In the records below, find each line holding the word "Nilüfer" and copy it.

-------- Provided data --------

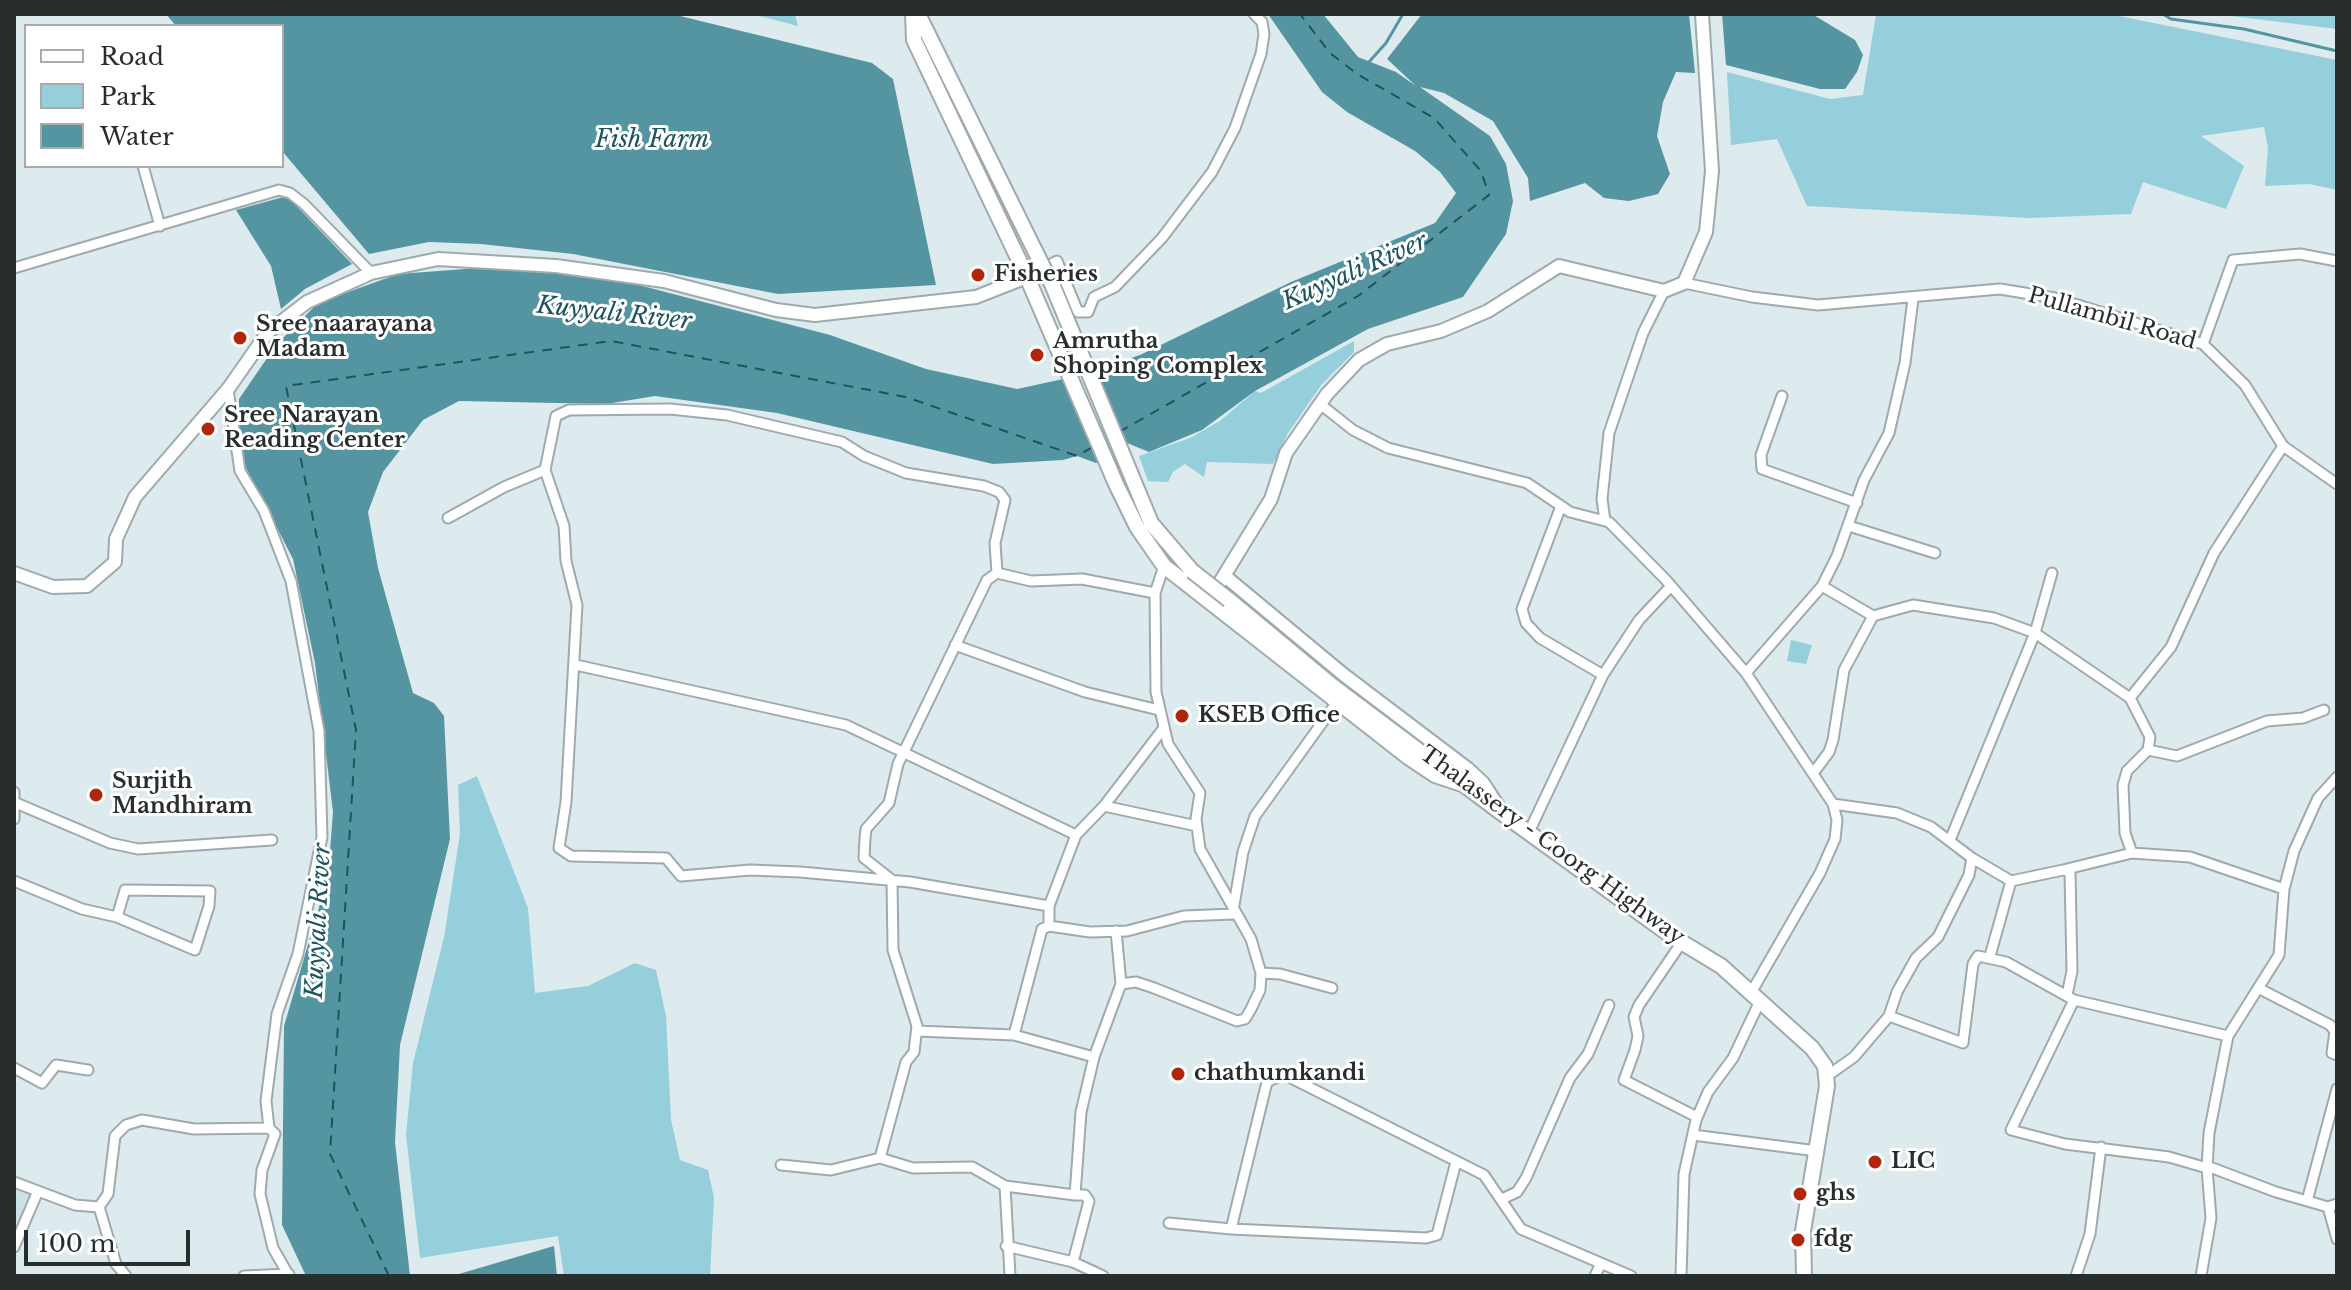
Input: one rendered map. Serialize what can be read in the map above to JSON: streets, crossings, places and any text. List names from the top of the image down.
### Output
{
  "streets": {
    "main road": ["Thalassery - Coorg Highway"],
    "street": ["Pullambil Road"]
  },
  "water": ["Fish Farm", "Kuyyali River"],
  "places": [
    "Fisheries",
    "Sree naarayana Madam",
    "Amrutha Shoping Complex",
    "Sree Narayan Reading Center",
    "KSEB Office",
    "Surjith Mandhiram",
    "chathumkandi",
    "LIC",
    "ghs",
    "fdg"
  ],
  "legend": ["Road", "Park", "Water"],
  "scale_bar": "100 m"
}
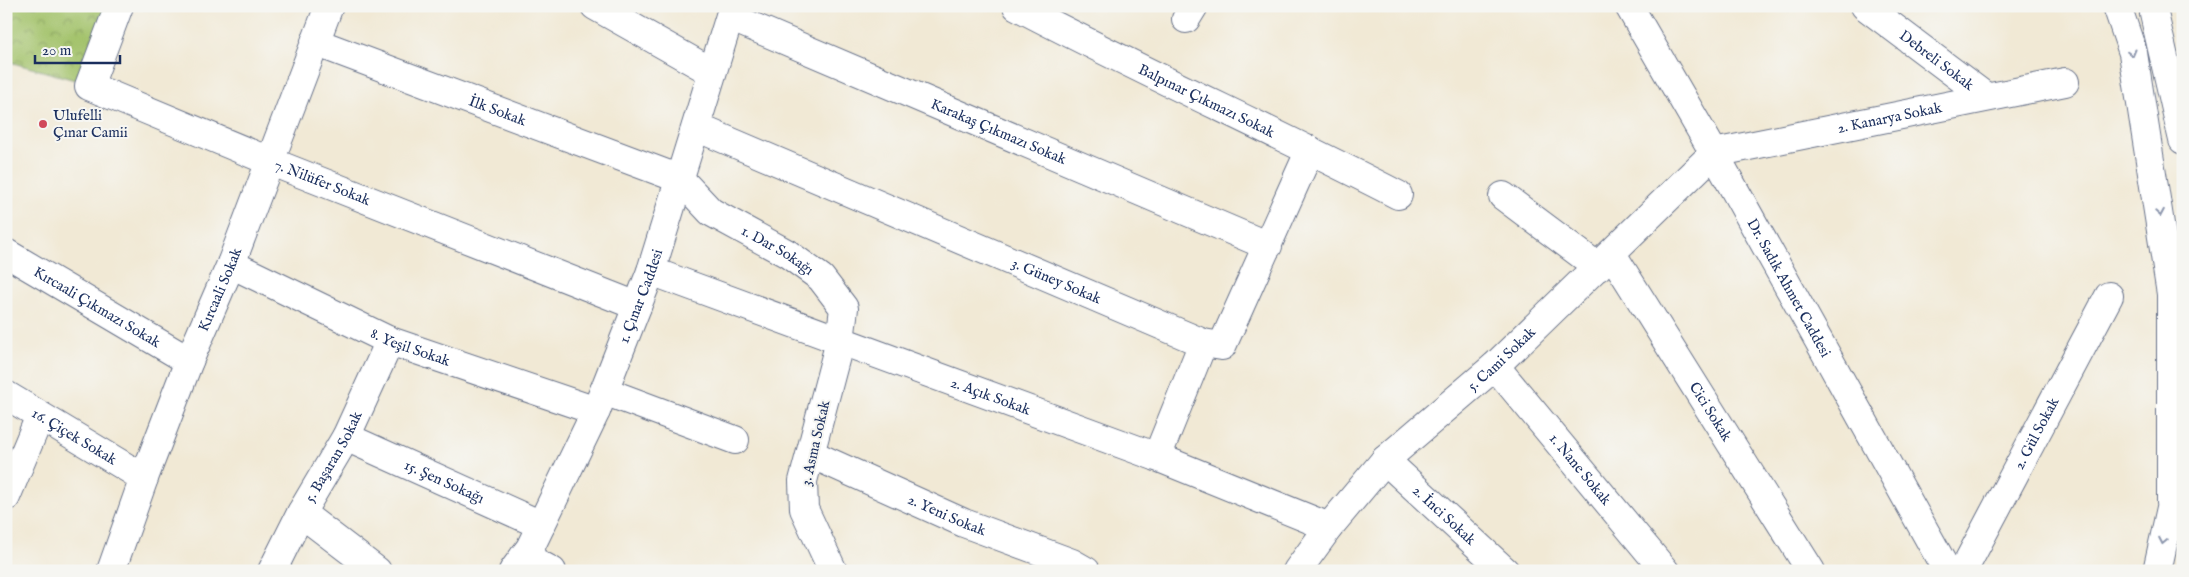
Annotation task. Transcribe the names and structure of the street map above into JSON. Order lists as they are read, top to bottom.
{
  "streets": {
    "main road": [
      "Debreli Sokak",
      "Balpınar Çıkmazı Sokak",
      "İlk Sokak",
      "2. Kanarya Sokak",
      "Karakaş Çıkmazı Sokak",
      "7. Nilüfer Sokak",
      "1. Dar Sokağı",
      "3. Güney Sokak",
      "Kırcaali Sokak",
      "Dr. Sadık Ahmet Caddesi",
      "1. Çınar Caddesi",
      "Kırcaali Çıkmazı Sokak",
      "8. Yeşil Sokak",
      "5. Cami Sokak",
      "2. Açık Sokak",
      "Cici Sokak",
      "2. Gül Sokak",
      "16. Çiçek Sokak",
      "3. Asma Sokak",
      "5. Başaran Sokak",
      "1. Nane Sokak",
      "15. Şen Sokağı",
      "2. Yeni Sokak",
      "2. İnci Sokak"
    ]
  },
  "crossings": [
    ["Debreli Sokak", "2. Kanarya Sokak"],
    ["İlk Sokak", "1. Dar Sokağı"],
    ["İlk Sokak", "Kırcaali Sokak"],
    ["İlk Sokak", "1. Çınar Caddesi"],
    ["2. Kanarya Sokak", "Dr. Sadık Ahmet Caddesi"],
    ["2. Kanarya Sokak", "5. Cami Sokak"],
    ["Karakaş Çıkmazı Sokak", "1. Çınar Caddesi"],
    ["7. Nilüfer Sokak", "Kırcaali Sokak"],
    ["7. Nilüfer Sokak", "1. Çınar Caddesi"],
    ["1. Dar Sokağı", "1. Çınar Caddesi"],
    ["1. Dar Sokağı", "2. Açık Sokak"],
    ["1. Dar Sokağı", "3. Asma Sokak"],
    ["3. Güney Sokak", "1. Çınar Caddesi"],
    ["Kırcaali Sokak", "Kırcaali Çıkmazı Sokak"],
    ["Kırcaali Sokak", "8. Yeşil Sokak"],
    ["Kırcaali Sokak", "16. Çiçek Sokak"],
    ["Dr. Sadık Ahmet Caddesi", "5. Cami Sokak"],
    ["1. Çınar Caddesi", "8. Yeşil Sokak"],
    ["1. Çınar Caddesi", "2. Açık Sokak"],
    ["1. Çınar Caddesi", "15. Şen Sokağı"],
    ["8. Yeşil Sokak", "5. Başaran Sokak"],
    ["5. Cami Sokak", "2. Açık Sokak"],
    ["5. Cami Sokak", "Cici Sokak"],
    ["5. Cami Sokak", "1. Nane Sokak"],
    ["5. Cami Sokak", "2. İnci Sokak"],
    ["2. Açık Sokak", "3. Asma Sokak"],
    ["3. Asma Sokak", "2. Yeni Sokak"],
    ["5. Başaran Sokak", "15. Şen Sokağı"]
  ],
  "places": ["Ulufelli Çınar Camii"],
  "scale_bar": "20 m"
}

--------

- Output:
      "7. Nilüfer Sokak",
    ["7. Nilüfer Sokak", "Kırcaali Sokak"],
    ["7. Nilüfer Sokak", "1. Çınar Caddesi"],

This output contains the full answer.